## Saved data entries:
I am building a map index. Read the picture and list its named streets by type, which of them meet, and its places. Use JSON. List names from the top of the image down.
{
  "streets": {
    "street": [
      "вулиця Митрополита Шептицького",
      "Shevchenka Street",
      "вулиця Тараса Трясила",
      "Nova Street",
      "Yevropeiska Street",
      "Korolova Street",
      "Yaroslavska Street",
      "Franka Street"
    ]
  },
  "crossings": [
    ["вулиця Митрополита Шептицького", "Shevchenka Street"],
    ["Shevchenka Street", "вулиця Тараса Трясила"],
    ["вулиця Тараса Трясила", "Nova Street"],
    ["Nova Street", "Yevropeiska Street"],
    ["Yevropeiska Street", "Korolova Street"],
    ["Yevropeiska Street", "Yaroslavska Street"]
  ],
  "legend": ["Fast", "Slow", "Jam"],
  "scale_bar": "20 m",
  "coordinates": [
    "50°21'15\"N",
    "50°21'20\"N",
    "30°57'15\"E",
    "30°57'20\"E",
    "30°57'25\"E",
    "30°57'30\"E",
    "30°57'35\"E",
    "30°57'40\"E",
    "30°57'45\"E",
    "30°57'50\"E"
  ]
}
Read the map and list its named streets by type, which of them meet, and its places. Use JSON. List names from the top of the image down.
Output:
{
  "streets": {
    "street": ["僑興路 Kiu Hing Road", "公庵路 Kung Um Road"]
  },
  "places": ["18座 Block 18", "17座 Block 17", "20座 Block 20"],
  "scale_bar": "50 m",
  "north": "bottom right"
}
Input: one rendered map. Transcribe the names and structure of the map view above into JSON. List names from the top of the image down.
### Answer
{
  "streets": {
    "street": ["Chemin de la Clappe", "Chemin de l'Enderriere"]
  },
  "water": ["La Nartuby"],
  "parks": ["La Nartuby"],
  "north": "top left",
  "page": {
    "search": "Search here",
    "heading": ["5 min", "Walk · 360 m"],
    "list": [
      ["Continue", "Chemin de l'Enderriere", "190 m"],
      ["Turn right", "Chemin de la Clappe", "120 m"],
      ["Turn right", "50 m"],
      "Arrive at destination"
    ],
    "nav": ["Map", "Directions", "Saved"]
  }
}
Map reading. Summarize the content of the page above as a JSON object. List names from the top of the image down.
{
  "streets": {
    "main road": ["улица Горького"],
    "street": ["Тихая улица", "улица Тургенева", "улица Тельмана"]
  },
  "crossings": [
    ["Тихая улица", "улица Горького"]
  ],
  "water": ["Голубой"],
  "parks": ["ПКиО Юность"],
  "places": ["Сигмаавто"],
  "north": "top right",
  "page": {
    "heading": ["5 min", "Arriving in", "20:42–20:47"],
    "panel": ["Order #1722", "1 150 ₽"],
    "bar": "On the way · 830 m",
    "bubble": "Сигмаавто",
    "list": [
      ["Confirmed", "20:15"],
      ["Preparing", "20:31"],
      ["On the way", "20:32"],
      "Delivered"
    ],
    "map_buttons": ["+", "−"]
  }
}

## Assigned task:
Reproduce every record in full, keeping each one exactly as it reads.

## Task output:
I am building a map index. Read the picture and list its named streets by type, which of them meet, and its places. Use JSON. List names from the top of the image down.
{
  "streets": {
    "street": [
      "вулиця Митрополита Шептицького",
      "Shevchenka Street",
      "вулиця Тараса Трясила",
      "Nova Street",
      "Yevropeiska Street",
      "Korolova Street",
      "Yaroslavska Street",
      "Franka Street"
    ]
  },
  "crossings": [
    ["вулиця Митрополита Шептицького", "Shevchenka Street"],
    ["Shevchenka Street", "вулиця Тараса Трясила"],
    ["вулиця Тараса Трясила", "Nova Street"],
    ["Nova Street", "Yevropeiska Street"],
    ["Yevropeiska Street", "Korolova Street"],
    ["Yevropeiska Street", "Yaroslavska Street"]
  ],
  "legend": ["Fast", "Slow", "Jam"],
  "scale_bar": "20 m",
  "coordinates": [
    "50°21'15\"N",
    "50°21'20\"N",
    "30°57'15\"E",
    "30°57'20\"E",
    "30°57'25\"E",
    "30°57'30\"E",
    "30°57'35\"E",
    "30°57'40\"E",
    "30°57'45\"E",
    "30°57'50\"E"
  ]
}
Read the map and list its named streets by type, which of them meet, and its places. Use JSON. List names from the top of the image down.
Output:
{
  "streets": {
    "street": ["僑興路 Kiu Hing Road", "公庵路 Kung Um Road"]
  },
  "places": ["18座 Block 18", "17座 Block 17", "20座 Block 20"],
  "scale_bar": "50 m",
  "north": "bottom right"
}
Input: one rendered map. Transcribe the names and structure of the map view above into JSON. List names from the top of the image down.
### Answer
{
  "streets": {
    "street": ["Chemin de la Clappe", "Chemin de l'Enderriere"]
  },
  "water": ["La Nartuby"],
  "parks": ["La Nartuby"],
  "north": "top left",
  "page": {
    "search": "Search here",
    "heading": ["5 min", "Walk · 360 m"],
    "list": [
      ["Continue", "Chemin de l'Enderriere", "190 m"],
      ["Turn right", "Chemin de la Clappe", "120 m"],
      ["Turn right", "50 m"],
      "Arrive at destination"
    ],
    "nav": ["Map", "Directions", "Saved"]
  }
}
Map reading. Summarize the content of the page above as a JSON object. List names from the top of the image down.
{
  "streets": {
    "main road": ["улица Горького"],
    "street": ["Тихая улица", "улица Тургенева", "улица Тельмана"]
  },
  "crossings": [
    ["Тихая улица", "улица Горького"]
  ],
  "water": ["Голубой"],
  "parks": ["ПКиО Юность"],
  "places": ["Сигмаавто"],
  "north": "top right",
  "page": {
    "heading": ["5 min", "Arriving in", "20:42–20:47"],
    "panel": ["Order #1722", "1 150 ₽"],
    "bar": "On the way · 830 m",
    "bubble": "Сигмаавто",
    "list": [
      ["Confirmed", "20:15"],
      ["Preparing", "20:31"],
      ["On the way", "20:32"],
      "Delivered"
    ],
    "map_buttons": ["+", "−"]
  }
}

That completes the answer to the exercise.